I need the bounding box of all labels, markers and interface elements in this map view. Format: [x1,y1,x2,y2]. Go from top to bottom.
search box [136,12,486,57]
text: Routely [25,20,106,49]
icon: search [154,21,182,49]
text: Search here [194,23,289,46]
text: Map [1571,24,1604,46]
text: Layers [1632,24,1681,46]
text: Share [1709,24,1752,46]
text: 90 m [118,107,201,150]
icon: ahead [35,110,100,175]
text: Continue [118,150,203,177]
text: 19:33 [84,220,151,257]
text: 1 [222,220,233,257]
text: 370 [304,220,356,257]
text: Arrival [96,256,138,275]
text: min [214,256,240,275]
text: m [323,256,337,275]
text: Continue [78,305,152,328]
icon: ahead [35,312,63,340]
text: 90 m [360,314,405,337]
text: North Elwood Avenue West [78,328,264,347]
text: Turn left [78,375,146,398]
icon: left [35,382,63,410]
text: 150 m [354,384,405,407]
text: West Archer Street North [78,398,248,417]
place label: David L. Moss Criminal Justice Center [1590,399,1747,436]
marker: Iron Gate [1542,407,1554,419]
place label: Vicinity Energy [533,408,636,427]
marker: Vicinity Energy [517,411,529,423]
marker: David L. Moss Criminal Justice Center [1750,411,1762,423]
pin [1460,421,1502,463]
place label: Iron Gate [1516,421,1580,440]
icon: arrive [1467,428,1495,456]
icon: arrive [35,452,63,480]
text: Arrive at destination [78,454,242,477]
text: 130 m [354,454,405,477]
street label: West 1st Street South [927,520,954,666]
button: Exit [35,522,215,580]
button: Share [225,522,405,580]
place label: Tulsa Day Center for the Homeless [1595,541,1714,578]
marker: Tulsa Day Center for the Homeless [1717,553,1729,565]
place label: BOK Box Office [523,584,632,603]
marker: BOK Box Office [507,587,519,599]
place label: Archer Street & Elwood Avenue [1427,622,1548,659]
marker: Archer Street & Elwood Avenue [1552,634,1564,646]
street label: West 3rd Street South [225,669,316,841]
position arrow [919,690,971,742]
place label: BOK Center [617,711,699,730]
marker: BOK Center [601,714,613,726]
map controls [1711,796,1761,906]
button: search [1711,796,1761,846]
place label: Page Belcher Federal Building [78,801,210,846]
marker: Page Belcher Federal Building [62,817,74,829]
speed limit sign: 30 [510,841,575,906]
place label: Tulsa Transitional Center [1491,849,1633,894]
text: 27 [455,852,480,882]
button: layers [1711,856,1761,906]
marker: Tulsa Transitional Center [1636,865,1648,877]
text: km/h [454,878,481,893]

——————

=== Problem description ===
An exact restatement of all the entries above is needed.

=== Answer for the task ===
I need the bounding box of all labels, markers and interface elements in this map view. Format: [x1,y1,x2,y2]. Go from top to bottom.
search box [136,12,486,57]
text: Routely [25,20,106,49]
icon: search [154,21,182,49]
text: Search here [194,23,289,46]
text: Map [1571,24,1604,46]
text: Layers [1632,24,1681,46]
text: Share [1709,24,1752,46]
text: 90 m [118,107,201,150]
icon: ahead [35,110,100,175]
text: Continue [118,150,203,177]
text: 19:33 [84,220,151,257]
text: 1 [222,220,233,257]
text: 370 [304,220,356,257]
text: Arrival [96,256,138,275]
text: min [214,256,240,275]
text: m [323,256,337,275]
text: Continue [78,305,152,328]
icon: ahead [35,312,63,340]
text: 90 m [360,314,405,337]
text: North Elwood Avenue West [78,328,264,347]
text: Turn left [78,375,146,398]
icon: left [35,382,63,410]
text: 150 m [354,384,405,407]
text: West Archer Street North [78,398,248,417]
place label: David L. Moss Criminal Justice Center [1590,399,1747,436]
marker: Iron Gate [1542,407,1554,419]
place label: Vicinity Energy [533,408,636,427]
marker: Vicinity Energy [517,411,529,423]
marker: David L. Moss Criminal Justice Center [1750,411,1762,423]
pin [1460,421,1502,463]
place label: Iron Gate [1516,421,1580,440]
icon: arrive [1467,428,1495,456]
icon: arrive [35,452,63,480]
text: Arrive at destination [78,454,242,477]
text: 130 m [354,454,405,477]
street label: West 1st Street South [927,520,954,666]
button: Exit [35,522,215,580]
button: Share [225,522,405,580]
place label: Tulsa Day Center for the Homeless [1595,541,1714,578]
marker: Tulsa Day Center for the Homeless [1717,553,1729,565]
place label: BOK Box Office [523,584,632,603]
marker: BOK Box Office [507,587,519,599]
place label: Archer Street & Elwood Avenue [1427,622,1548,659]
marker: Archer Street & Elwood Avenue [1552,634,1564,646]
street label: West 3rd Street South [225,669,316,841]
position arrow [919,690,971,742]
place label: BOK Center [617,711,699,730]
marker: BOK Center [601,714,613,726]
map controls [1711,796,1761,906]
button: search [1711,796,1761,846]
place label: Page Belcher Federal Building [78,801,210,846]
marker: Page Belcher Federal Building [62,817,74,829]
speed limit sign: 30 [510,841,575,906]
place label: Tulsa Transitional Center [1491,849,1633,894]
text: 27 [455,852,480,882]
button: layers [1711,856,1761,906]
marker: Tulsa Transitional Center [1636,865,1648,877]
text: km/h [454,878,481,893]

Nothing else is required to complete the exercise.